Ты любишь ли эту погоду,
когда моросит, моросит…

В. Соколов

Люблю я такую немилость
небес, оставляющих след…
В дождливую пасмурь и сырость
так сладко закутаться в плед

и чувствовать без опасенья,
как будто из тайных бойниц,
поэзию улиц осенних,
зелёных от холода лиц…

Иль даже навстречу природе
брести, одурев от даров
продутых насквозь подворотен,
промозглых и серых дворов…

Не любит никто дождепада,
хотят загорать неглиже.
А я, достоевщины чадо,
дитя подземелья в душе.

Меня не поймут солнцеманы,
а я так люблю эти дни…
Ведь сумерки, сны и туманы
поэзии чем-то сродни, –

фантазиям, грёзам, подушкам,
промокшим ночами от слёз...
Развешивать сны на просушку
училась почти я всерьёз.

Печаль моя с неба струилась,
фонарь через сито светил.
И я тебе просто приснилась, 
и ты только в сны приходил...

 

***

Холодно под жаркой простынёю,
мокрая подушка горяча.
Как я замерзаю быть одною,
не уснуть без твоего плеча.

Как душа заброшенная стынет,
до поры залёгшая на дно.
А тебе-то там, в твоих пустынях,
как тебе должно быть ледяно.

Ты не дышишь, но всё видишь-слышишь,
говоришь со мною до зари.
Занавеску ветерок колышит... 
Скажет ли мне кто-то: отомри.

 

***

Оставьте меня, злоба дня, потрясения, войны,
пожары, сенсации, прения и поединки.
Оставьте мне то, отчего так тепло и покойно –
души моей сон и его дорогие картинки.

Останьтесь со мной только самые близкие люди,
и те, что вблизи, и вдали – ведь границы так зыбки.
А вы, остальные, воюйте, воруйте и плюйте,
моё дорогое покоится в сердце как в зыбке...

Не страшен мне больше террариум шушер и бестий,
меня не достигнут его ядовитые стрелы.
Оставьте меня – я на самом волнующем месте,
я фильм своей жизни пока ещё не досмотрела…

 

***

Наступает косматая осень...
Проступает сквозь сумерки лет
Безымянная улица восемь,
где живёт безымянный поэт.

Я пишу обо всём без кавычек,
всему свету себя разнеся.
Ты в числе моих вредных привычек,
от которых отвыкнуть нельзя.

Мир наполнен словами моими,
я понятна любому ежу.
Но храню твоё тайное имя
и под пыткой его не скажу.

 

***

Пришелец из далёких снов,
как сказка или песнь.
Ты мой зазноб или озноб,
высокая болезнь.

Сияешь мне в ночи любой –
как камень в сто карат.
Скоропостижная любовь,
летальный аппарат.

Ну что с того, что всё не так?
Зачем я так?

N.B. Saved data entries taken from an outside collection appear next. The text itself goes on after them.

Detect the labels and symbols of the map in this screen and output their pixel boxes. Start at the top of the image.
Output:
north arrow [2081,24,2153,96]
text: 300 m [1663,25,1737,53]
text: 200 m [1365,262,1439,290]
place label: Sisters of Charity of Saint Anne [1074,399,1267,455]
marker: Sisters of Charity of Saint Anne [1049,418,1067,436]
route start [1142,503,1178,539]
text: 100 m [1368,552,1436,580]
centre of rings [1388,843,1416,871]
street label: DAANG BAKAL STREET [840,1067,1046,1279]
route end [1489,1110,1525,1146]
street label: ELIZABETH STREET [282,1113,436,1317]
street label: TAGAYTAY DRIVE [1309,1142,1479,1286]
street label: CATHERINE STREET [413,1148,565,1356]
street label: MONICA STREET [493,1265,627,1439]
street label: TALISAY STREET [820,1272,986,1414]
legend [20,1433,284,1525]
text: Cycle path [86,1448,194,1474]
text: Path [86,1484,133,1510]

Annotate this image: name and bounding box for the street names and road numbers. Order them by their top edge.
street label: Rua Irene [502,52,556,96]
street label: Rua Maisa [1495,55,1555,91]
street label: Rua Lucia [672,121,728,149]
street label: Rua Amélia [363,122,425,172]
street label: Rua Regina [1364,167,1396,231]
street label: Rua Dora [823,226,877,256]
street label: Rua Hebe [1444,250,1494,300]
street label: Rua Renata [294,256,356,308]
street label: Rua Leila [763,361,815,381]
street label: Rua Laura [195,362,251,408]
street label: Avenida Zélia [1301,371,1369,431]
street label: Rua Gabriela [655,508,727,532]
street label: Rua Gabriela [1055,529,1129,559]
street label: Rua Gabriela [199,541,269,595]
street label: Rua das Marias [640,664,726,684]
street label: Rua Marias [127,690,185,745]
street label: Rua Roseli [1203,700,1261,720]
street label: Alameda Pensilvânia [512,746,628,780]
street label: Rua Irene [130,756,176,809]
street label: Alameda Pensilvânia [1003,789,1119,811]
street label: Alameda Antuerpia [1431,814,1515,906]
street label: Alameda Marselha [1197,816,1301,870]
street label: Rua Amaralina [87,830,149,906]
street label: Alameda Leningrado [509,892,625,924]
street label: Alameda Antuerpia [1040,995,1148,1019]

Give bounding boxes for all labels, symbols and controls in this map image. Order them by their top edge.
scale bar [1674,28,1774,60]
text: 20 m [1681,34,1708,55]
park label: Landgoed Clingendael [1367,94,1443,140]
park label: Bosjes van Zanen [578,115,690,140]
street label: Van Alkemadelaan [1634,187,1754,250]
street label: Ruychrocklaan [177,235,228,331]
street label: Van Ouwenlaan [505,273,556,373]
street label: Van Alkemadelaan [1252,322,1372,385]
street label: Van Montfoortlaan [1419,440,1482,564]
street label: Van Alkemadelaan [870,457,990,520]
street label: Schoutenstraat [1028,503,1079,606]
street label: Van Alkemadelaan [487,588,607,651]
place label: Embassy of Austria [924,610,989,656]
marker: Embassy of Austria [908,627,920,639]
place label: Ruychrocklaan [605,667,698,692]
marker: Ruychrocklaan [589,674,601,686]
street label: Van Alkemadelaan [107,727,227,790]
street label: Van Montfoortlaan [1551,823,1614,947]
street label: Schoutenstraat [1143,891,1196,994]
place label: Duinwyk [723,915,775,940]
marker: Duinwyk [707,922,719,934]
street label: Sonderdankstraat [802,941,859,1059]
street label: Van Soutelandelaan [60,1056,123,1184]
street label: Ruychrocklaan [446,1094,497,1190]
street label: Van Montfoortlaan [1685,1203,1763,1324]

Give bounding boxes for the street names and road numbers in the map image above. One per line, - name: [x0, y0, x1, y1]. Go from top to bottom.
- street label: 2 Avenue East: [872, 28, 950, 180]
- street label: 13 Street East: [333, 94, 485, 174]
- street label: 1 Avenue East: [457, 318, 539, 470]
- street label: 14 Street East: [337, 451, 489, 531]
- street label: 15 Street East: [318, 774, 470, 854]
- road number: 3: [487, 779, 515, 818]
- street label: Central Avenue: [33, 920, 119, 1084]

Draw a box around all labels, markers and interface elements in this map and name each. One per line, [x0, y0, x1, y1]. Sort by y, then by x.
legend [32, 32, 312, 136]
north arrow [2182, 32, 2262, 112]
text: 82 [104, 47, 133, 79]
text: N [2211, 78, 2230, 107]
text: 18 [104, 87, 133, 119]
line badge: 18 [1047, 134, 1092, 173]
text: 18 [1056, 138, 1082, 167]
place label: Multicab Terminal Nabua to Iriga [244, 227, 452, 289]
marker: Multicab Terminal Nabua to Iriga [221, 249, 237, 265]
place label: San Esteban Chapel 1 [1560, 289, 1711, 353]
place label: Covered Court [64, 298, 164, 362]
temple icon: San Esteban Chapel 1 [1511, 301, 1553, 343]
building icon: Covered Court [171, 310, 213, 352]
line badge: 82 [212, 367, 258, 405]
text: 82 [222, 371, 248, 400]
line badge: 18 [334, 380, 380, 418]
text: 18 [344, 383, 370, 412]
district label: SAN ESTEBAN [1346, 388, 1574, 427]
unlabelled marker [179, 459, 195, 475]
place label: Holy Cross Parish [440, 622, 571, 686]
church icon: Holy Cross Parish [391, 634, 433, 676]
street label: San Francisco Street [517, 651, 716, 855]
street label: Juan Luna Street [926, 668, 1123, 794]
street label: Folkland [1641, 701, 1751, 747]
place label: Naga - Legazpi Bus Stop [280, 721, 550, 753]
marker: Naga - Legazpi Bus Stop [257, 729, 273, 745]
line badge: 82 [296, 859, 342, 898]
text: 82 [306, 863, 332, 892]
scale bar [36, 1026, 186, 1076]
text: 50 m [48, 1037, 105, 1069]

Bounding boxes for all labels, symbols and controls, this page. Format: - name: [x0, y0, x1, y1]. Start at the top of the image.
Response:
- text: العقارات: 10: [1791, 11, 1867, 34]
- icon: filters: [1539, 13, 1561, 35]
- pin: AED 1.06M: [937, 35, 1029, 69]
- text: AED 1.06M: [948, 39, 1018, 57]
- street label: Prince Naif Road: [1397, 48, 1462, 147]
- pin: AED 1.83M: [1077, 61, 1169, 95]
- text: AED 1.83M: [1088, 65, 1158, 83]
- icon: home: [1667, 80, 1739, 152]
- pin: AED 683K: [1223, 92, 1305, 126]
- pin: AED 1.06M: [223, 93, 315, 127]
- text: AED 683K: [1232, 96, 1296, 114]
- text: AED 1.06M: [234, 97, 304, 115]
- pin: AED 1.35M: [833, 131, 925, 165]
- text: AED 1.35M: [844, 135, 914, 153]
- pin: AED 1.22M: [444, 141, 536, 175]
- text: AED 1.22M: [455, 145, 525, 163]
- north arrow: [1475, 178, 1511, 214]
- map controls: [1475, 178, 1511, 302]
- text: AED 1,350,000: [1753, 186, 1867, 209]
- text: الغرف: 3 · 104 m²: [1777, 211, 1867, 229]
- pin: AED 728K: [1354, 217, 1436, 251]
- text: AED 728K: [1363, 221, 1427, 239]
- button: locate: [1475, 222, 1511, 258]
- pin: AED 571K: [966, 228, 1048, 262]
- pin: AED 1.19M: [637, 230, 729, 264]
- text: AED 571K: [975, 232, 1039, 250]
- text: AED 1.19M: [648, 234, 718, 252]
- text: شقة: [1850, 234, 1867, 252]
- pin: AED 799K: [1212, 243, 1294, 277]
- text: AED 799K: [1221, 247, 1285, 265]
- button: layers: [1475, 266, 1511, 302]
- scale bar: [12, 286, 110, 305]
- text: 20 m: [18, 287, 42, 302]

Бог весть…
Но я сияю как пятак 
от счастья, что ты есть.

 

***

Спасибо за эти живые посланья,
за свет неулыбчивых глаз.
Я знаю теперь, где сидишь на диване,
где кофе пьёшь, – жизнь удалась!

Как едешь в автобусе, как возле двери
её открываешь ключом.
И все предстоящие беды, потери
теперь мне уже нипочём.

Без этих посланий я тут же зачахну
иль жизнь не туда зарулю.
Чем больше тебя узнаю в мелочах я,
тем больше – крупнее – люблю.

 

***

Ты столько раз мне говорил «спасибо»,
что я из них могла бы шубу сшить
и в ней бы даже выглядеть красиво
(а может быть, напротив, рассмешить).

Я б эту шубу тёплую носила
и грелась бы в ночные холода…
Чтобы услышать новое «спасибо»,
не жаль мне вдохновенного труда.

И, вопреки расхожей поговорке,
я положу его себе в карман.
Твоё «спасибо» слаще хлебной корки,
когда смертельный голод по словам.

 

***

Кто мне выпадет – туз иль валет?
Дом казённый иль прочая гадость?
Выпал дождь и простёртая вслед
семицветная радуги радость.

Что мне выпадет – слёзы из век
и разлука пиковою дамой?
Выпал ты как на голову снег
так внезапно, светло и нежданно.

Я жила предсказаньям назло,
не боясь никакого расклада.
В картах мне никогда не везло –
но вот звёзды ложились как надо.

 

***

Ты мой свет в конце недели,
в веренице долгих дней.
Ты мой свет в конце туннеля,
не погасни, не тускней.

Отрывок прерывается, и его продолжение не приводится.